Le capitalisme du XXIe siècle connaît moins la « fin » que l’« accélération » de son histoire.

Malgré son omniprésence dans la littérature et le débat public, le capitalisme semble être

encore un « impensé », dont la logique, les dimensions et les perspectives restent largement

méconnues. Il continue à mobiliser, un demi-siècle après le constat de Raymond Aron, « le

même mélange de demi-savoir, de préjugés, de préférence plus idéologiques que raisonnées ».
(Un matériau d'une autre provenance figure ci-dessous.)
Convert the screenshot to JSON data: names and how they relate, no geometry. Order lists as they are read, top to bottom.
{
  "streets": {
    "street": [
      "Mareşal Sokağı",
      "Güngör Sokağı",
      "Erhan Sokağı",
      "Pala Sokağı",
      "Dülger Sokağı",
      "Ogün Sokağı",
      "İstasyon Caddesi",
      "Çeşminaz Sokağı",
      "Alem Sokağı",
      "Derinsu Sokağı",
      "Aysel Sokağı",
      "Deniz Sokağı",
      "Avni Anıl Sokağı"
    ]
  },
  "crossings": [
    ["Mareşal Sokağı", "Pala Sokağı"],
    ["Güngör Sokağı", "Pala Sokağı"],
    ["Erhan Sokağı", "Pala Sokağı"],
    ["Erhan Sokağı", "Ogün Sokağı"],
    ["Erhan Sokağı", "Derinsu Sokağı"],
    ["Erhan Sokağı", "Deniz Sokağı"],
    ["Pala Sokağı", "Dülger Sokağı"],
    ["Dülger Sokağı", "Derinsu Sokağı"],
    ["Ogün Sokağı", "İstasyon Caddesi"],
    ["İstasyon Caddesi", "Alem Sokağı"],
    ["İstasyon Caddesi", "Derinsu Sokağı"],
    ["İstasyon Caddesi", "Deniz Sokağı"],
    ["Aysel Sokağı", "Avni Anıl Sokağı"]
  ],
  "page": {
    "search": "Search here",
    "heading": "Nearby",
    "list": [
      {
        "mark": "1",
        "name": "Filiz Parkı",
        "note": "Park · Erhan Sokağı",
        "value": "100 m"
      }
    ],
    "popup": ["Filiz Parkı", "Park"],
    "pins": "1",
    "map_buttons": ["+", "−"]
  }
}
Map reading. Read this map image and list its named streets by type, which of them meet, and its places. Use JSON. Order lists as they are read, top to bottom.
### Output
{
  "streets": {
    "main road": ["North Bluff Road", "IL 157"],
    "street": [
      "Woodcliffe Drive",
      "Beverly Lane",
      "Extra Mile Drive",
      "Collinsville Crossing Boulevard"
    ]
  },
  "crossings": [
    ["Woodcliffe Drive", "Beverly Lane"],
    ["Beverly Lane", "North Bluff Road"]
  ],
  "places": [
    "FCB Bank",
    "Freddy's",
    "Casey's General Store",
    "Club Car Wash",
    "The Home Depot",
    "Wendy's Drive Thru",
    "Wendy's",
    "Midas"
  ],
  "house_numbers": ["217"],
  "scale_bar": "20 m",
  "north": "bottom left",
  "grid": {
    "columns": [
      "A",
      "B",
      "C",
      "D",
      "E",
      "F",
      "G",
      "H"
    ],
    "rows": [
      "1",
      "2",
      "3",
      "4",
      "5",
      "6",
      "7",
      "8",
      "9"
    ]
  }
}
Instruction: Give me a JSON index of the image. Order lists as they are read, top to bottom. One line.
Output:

Par une démarche archéologique originale, le dernier ouvrage de Jean-Jacques Pluchart

radiographie les formes successives du capitalisme – marchand, agraire, industriel, financier,

managérial, entrepreneurial, social… – et en décrit les multiples avatars géographiques –

anglo-saxons, rhénans, scandinaves, méditerranéens, asiatiques, islamiques… –, qui se sont

succédé depuis trois siècles. Il analyse leurs forces et leurs faiblesses, déconstruit leurs

logiques et leurs paradoxes, confronte leurs utopies à leurs réalités, oppose les arguments de

leurs défenseurs et de leurs adversaires. Il révèle que, au-delà de l’économie et de la

sociologie, les « variétés du capitalisme » sont investies par d’autres disciplines. C’est ainsi

qu’il existe un capitalisme « poétique », « axiologique », « mythique », « esthétique »,

« 3.0 »… Cette vaste exploration permet de mieux sonder les fondations de l’économie

numérique, du modèle socialement responsable et de la société collaborative, qui caractérisent

le capitalisme postmoderne.

Ces approches rétrospective puis prospective puisent leurs sources dans les principaux écrits fondateurs et dans les publications foisonnantes du dernier quart de siècle consacrées au capitalisme. Celles-ci révèlent l’âpreté des débats et l’acuité des questionnements qui divisent les milieux scientifiques, intellectuels et politiques contemporains. Une nouvelle figure du capitalisme, plus responsable et solidaire, émergera-t-elle de ces réflexions ? Jean-Jacques Pluchart est professeur à l’université Paris 1 Panthéon-Sorbonne, après avoir été consultant puis manager dans une compagnie pétrolière. Mots-clés : capitalisme, économie de marché, société démocratique.